* [SOURCE MATERIAL]
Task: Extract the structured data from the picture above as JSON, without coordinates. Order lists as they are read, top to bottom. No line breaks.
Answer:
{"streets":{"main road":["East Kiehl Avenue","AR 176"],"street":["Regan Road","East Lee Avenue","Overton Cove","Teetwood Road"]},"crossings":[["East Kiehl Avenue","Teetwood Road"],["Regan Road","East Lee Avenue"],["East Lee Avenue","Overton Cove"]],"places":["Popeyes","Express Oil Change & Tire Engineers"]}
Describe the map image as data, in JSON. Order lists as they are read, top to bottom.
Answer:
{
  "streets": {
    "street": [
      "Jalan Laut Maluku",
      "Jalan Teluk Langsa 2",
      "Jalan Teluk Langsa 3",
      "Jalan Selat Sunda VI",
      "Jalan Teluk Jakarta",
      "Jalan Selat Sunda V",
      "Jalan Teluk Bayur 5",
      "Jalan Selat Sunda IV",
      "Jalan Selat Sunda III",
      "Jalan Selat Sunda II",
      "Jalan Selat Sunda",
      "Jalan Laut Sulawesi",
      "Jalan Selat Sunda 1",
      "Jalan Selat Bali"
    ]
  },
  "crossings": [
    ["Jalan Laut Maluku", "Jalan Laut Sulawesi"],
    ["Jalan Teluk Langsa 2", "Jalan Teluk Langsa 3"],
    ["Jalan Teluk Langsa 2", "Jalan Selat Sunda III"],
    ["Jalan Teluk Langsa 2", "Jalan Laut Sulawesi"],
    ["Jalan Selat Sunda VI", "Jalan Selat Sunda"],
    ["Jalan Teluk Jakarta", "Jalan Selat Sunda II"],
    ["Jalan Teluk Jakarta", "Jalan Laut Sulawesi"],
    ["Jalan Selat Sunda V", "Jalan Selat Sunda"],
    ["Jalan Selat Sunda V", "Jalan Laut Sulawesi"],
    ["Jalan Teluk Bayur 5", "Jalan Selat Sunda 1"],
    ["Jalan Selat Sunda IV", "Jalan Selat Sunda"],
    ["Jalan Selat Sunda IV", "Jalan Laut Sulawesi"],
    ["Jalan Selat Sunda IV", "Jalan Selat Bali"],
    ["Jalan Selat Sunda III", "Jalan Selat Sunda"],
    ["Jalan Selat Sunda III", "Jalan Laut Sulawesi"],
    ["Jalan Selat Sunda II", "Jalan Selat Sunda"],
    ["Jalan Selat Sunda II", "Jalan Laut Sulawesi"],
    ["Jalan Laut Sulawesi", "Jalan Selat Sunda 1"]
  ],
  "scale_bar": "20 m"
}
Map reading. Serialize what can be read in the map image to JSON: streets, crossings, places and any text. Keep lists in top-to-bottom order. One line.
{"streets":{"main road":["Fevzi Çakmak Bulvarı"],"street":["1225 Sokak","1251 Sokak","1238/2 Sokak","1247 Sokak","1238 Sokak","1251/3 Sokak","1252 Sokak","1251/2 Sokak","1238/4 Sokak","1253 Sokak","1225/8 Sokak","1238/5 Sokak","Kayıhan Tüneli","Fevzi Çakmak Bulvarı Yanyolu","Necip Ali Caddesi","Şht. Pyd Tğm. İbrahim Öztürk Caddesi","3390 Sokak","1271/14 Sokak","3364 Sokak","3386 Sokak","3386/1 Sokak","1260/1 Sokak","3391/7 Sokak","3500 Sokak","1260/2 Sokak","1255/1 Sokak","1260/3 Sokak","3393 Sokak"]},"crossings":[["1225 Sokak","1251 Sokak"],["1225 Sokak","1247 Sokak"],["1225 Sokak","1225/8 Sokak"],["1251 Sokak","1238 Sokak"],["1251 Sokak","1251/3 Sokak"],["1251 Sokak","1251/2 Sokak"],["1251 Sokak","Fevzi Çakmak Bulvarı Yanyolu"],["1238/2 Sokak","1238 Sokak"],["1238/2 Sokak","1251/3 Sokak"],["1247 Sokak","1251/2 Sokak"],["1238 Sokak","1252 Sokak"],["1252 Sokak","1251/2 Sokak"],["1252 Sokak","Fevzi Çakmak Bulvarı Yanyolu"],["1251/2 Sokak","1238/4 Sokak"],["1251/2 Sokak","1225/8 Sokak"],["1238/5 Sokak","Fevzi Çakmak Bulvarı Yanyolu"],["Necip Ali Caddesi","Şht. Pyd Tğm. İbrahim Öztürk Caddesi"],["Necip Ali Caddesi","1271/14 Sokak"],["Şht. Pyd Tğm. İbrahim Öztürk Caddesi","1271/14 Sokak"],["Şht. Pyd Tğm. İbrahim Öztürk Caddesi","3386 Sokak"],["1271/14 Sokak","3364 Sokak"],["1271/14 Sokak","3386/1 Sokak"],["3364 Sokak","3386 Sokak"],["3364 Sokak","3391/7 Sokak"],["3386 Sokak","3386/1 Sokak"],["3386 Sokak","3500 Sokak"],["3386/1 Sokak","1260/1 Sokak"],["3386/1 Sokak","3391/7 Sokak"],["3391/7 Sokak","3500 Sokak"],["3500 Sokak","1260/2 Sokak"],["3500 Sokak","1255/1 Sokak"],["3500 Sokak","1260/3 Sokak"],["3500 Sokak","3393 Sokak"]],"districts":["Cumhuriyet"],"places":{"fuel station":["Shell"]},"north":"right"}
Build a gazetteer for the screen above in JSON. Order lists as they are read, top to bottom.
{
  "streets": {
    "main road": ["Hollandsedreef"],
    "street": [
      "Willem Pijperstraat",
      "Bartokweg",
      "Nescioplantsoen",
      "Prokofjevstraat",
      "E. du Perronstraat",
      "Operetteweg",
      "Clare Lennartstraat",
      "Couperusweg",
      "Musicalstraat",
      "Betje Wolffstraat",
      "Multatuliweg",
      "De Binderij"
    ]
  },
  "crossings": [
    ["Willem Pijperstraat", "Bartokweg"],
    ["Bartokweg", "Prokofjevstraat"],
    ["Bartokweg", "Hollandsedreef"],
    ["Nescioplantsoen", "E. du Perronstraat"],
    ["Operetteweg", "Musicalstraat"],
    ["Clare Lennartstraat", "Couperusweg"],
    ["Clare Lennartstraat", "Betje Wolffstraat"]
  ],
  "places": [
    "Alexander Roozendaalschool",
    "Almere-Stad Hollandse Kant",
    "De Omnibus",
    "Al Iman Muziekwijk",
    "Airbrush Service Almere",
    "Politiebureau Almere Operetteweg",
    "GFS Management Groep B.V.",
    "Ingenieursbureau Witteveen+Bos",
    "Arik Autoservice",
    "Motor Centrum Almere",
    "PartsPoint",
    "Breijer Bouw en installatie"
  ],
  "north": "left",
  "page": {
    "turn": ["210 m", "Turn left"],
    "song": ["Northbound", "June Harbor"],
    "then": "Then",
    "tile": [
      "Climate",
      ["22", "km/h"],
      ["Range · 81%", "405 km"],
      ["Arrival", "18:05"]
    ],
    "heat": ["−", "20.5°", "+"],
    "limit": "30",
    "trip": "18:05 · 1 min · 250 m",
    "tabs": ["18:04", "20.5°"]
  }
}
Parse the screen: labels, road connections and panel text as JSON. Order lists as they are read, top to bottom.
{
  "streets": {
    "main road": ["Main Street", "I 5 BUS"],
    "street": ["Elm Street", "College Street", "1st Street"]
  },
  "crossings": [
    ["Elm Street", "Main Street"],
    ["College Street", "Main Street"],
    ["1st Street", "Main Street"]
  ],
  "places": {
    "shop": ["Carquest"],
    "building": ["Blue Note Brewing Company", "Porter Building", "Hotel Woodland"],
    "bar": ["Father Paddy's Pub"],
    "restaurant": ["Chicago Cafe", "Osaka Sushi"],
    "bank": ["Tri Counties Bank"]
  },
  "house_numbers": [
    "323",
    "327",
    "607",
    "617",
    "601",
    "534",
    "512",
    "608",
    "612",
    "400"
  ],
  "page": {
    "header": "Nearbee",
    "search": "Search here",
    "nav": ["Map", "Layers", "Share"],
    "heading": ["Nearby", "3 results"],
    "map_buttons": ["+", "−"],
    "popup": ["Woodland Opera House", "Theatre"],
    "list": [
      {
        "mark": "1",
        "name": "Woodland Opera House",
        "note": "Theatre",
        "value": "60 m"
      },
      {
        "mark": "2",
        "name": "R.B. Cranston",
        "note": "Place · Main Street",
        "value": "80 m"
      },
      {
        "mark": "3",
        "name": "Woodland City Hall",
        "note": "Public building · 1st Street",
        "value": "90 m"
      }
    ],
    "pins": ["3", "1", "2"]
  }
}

* [WHAT YOU HAVE TO DO] Extract each line holding the word "name" from the records.

* [YOUR RESPONSE]
        "name": "Woodland Opera House",
        "name": "R.B. Cranston",
        "name": "Woodland City Hall",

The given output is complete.